A Season of Loss may dally with dejection in its forlorn languish with loss, but the ghost is not given up, the balm of its vaporous tones comforting amid the mire.
A document of grit and resolution
Tapes and Topographies’ A Season of Loss sees Todd Gautreau follow up his Past Inside The Present release, A Pulse of Durations, on his own Simulacra with melancholic agenda renewed. World-weary, it blearily scans tenebrous terrain wreathed in decay and dissolution. But as textures amass and loop over land, a sense of sort of solace is afforded. Yes, A Season of Loss may dally with dejection in its forlorn languish with loss, but the ghost is not given up, the balm of its vaporous tones comforting amid the mire. Its degraded loops, dolefully draped, gesturally mirror the circularity of thought in introspection–cloudy, hooded.

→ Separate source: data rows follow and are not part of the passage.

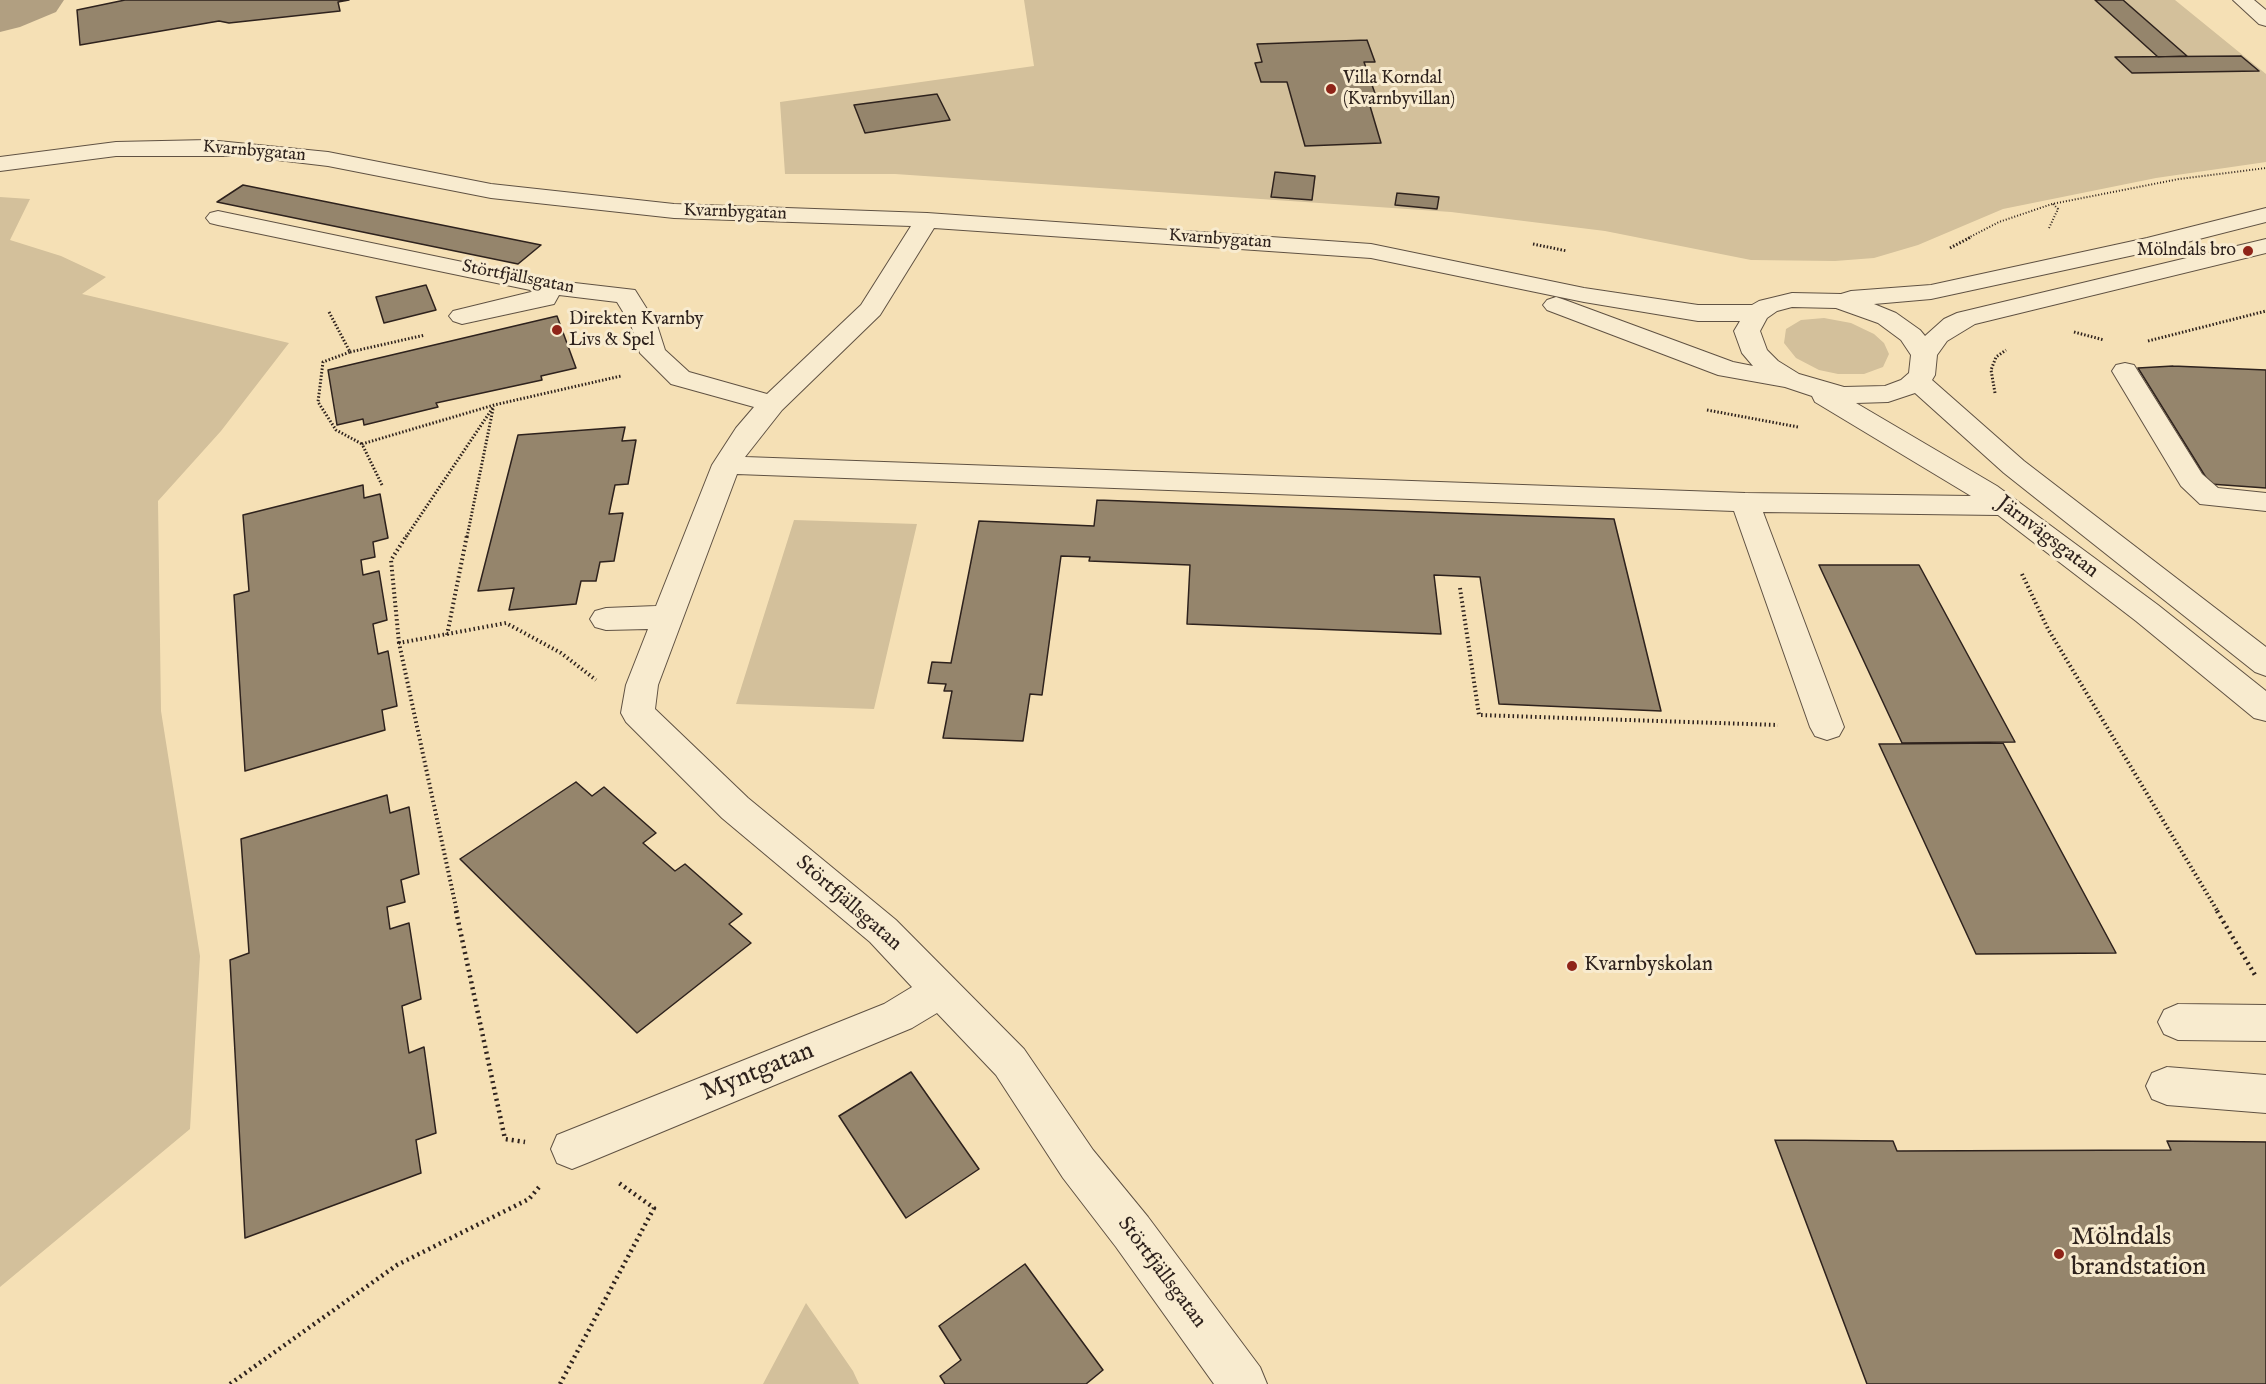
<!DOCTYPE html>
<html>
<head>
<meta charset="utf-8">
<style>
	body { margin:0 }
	canvas { display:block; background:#f5e0b5 }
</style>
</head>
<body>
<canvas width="2266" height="1384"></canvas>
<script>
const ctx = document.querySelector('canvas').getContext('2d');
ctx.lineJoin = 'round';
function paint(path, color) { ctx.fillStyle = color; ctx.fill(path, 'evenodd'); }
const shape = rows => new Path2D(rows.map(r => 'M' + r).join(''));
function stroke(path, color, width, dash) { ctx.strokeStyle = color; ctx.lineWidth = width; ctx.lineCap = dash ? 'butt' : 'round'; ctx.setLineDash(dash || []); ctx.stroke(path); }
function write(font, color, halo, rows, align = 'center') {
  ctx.font = font + ' "IM FELL English",serif'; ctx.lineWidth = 6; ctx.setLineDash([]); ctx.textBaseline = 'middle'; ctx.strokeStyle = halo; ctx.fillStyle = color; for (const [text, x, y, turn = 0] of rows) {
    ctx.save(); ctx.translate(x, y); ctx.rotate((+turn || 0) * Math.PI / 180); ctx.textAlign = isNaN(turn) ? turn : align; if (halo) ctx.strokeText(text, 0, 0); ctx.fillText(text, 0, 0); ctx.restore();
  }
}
paint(shape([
	[1024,0,2175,0,2266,74,2266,162,2156,178,2003,209,1918,245,1874,258,1835,261,1751,260,1605,231,1451,212,895,174,785,174,780,102,1034,66],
	[0,197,30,199,10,240,61,256,106,277,82,294,289,343,221,431,158,501,161,711,200,956,190,1129,0,1287],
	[1824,318,1851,323,1874,334,1884,343,1889,354,1883,367,1864,374,1838,374,1819,370,1796,358,1784,343,1786,329,1801,320],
	[794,520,917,524,874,709,736,704],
	[806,1303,853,1371,859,1384,763,1384]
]), '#d3c09b');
paint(shape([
	[0,0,64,0,56,12,20,27,0,32,0,0]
]), '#b19f81');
const building = shape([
	[125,0,349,0,338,2,340,11,229,23,219,21,80,45,77,10,125,0],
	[2095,0,2123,0,2187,56,2158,57,2095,0],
	[1367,40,1375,62,1364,62,1378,102,1370,106,1381,143,1305,146,1287,82,1261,82,1255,63,1262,62,1257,44,1367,40],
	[2241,56,2259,71,2132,73,2115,57,2241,56],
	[937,94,950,120,865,133,854,105,937,94],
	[1275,172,1315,176,1312,200,1271,197,1275,172],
	[243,185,541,245,518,264,217,202,243,185],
	[1397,193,1439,197,1437,209,1395,205,1397,193],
	[426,285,436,310,384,323,376,297,426,285],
	[557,316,576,368,541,376,542,380,436,403,438,407,364,425,363,419,337,425,328,370,557,316],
	[2173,366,2266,370,2266,488,2210,484,2138,368,2173,366],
	[625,427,622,441,636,440,628,484,615,485,609,514,623,513,614,561,600,562,596,581,581,581,576,604,509,610,514,588,478,591,518,435,625,427],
	[363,485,364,498,380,494,388,538,373,542,375,557,361,560,363,575,379,571,387,620,373,624,378,654,388,651,397,706,382,710,385,730,245,771,234,595,249,591,243,515,363,485],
	[1097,500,1614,519,1661,711,1499,704,1480,577,1434,575,1441,634,1187,624,1190,565,1089,561,1090,557,1061,556,1042,695,1030,694,1023,741,943,738,952,691,944,691,946,684,928,683,932,662,951,663,979,521,1094,526,1097,500],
	[1819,565,1919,565,2015,742,1902,743,1819,565],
	[2003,743,2116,953,1976,954,1879,744,2003,743],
	[576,782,592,796,604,787,656,833,643,843,675,871,685,864,742,914,729,924,751,943,637,1033,460,859,576,782],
	[387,795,390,813,409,807,419,874,401,880,405,902,387,907,390,929,409,923,421,999,402,1006,409,1053,424,1047,436,1133,416,1140,421,1173,245,1238,230,960,249,953,241,839,387,795],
	[911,1072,979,1169,906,1218,839,1116,911,1072],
	[1775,1140,1893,1141,1897,1151,2171,1150,2167,1141,2266,1142,2266,1384,1867,1384,1775,1140],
	[1025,1264,1103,1370,1086,1384,945,1384,940,1376,961,1360,939,1326,1025,1264]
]);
paint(building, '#95856c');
stroke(building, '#2e221d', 1.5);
const minor = shape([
	[2233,0,2254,0,2266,10,2266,26,2259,24,2233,0],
	[208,140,328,152,491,184,674,204,927,213,1371,244,1584,288,1698,305,1752,305,1759,301,1792,293,1841,294,1851,291,1931,285,2147,238,2266,208,2266,222,2148,252,1931,299,1874,304,1896,313,1920,330,1925,336,1944,319,1957,313,2266,239,2266,253,1975,324,1947,341,1937,355,1935,375,1932,380,2024,461,2266,647,2266,676,2255,672,2004,473,1915,393,1888,402,1856,403,1997,486,2158,605,2266,691,2266,721,2254,718,2136,621,1998,515,1763,512,1844,727,1839,736,1827,740,1815,736,1810,727,1734,511,737,474,658,685,655,709,748,798,896,920,1024,1049,1093,1150,1148,1217,1260,1367,1267,1384,1214,1384,1116,1247,1063,1178,996,1075,937,1013,912,1028,587,1163,572,1169,557,1163,551,1149,557,1135,884,1004,912,987,870,942,722,818,626,722,621,713,626,685,648,629,606,630,595,627,590,619,595,611,606,608,656,606,712,465,736,428,754,407,671,384,640,353,631,325,617,302,559,295,554,304,462,324,453,321,449,316,453,311,535,291,218,225,210,223,206,218,210,213,218,211,549,280,635,290,657,325,665,350,689,372,767,394,861,305,911,226,674,218,491,198,328,166,244,156,116,156,0,171,0,157,116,142,208,140],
	[934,228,1371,258,1584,302,1698,321,1740,321,1734,331,1742,353,1753,366,1733,362,1565,300,1556,297,1547,300,1543,305,1547,310,1718,375,1785,387,1812,396,1815,402,1971,496,1745,493,745,457,782,410,880,315,934,228],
	[1792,307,1836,308,1878,323,1901,340,1911,355,1909,373,1901,380,1885,386,1844,387,1799,374,1778,361,1767,350,1760,331,1767,318,1777,311,1792,307],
	[2125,363,2134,365,2202,474,2218,488,2266,493,2266,511,2200,504,2181,486,2112,371,2116,365,2125,363],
	[2178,1004,2266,1005,2266,1041,2178,1040,2164,1034,2158,1022,2164,1010,2178,1004],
	[2167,1067,2266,1075,2266,1113,2167,1105,2152,1099,2146,1086,2152,1073,2167,1067]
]);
stroke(minor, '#605243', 2);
stroke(shape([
	[2049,228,2058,209,2053,204],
	[1968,238,1999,222,2052,204,2179,179,2266,168]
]), '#2e221d', 2, [1, 2]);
stroke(shape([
	[1533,244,1567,251],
	[1950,248,1971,237],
	[329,312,350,352,323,362,318,402,336,430,362,444],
	[2074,332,2104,340],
	[2148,341,2266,311],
	[350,352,425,335],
	[1995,393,1991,370,1996,357,2006,350],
	[1707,410,1798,427],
	[382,485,362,444,494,405,621,376],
	[406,537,494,406],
	[467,537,493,409]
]), '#2e221d', 3, [1.5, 2]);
stroke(shape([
	[2022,574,2048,629,2218,912],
	[1460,588,1479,715,1778,725],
	[447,635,467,535],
	[399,643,391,560,407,535],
	[457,912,399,643,506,623,561,653,596,680]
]), '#2e221d', 4, [1.5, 3]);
stroke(shape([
	[456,911,505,1139,525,1142],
	[2217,911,2255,975],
	[230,1384,397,1265,529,1199,540,1186],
	[560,1384,654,1208,619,1183]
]), '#2e221d', 4.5, [2, 4]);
paint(minor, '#f8ebcf');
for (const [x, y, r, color] of [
	[1331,89,6,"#8f2418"],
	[2248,251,6,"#8f2418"],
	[557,330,6,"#8f2418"],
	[1572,966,6,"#8f2418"],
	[2059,1254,6,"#8f2418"]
]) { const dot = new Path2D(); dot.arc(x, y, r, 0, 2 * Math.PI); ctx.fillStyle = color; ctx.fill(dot); stroke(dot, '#f8ebcf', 2); }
write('18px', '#2e221d', '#f8ebcf', [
	["Villa Korndal",1343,79],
	["(Kvarnbyvillan)",1343,100],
	["Mölndals bro",2236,251,"right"],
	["Direkten Kvarnby",569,320],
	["Livs & Spel",569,341]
], 'left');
write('18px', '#2e221d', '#f8ebcf', [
	["Kvarnbygatan",254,152,5],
	["Kvarnbygatan",735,213,2],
	["Kvarnbygatan",1220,240,4],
	["Störtfjällsgatan",518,278,11]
]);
write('21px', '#2e221d', '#f8ebcf', [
	["Järnvägsgatan",2047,538,37],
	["Störtfjällsgatan",848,904,41],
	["Störtfjällsgatan",1161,1273,53]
]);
write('21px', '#2e221d', '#f8ebcf', [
	["Kvarnbyskolan",1584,966]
], 'left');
write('26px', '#2e221d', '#f8ebcf', [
	["Myntgatan",758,1073,-22]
]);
write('26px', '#2e221d', '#f8ebcf', [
	["Mölndals",2071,1239],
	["brandstation",2071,1269]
], 'left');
</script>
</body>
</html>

But even when all is seemingly extinguished in its most fogbound quarters, the tenor of its tones offers up faint glimmers of light. As on “Narcosis,” whose darker pitches tend to drag it down, manages to come up for air thanks to a cresting motif; the process recurs, as if mimetically–a waking dream of endless slow falls inward punctuated by gasping surfacings. Ultimately, though loss and grief may be ever attendant, beneath it all lies a document of grit and resolution.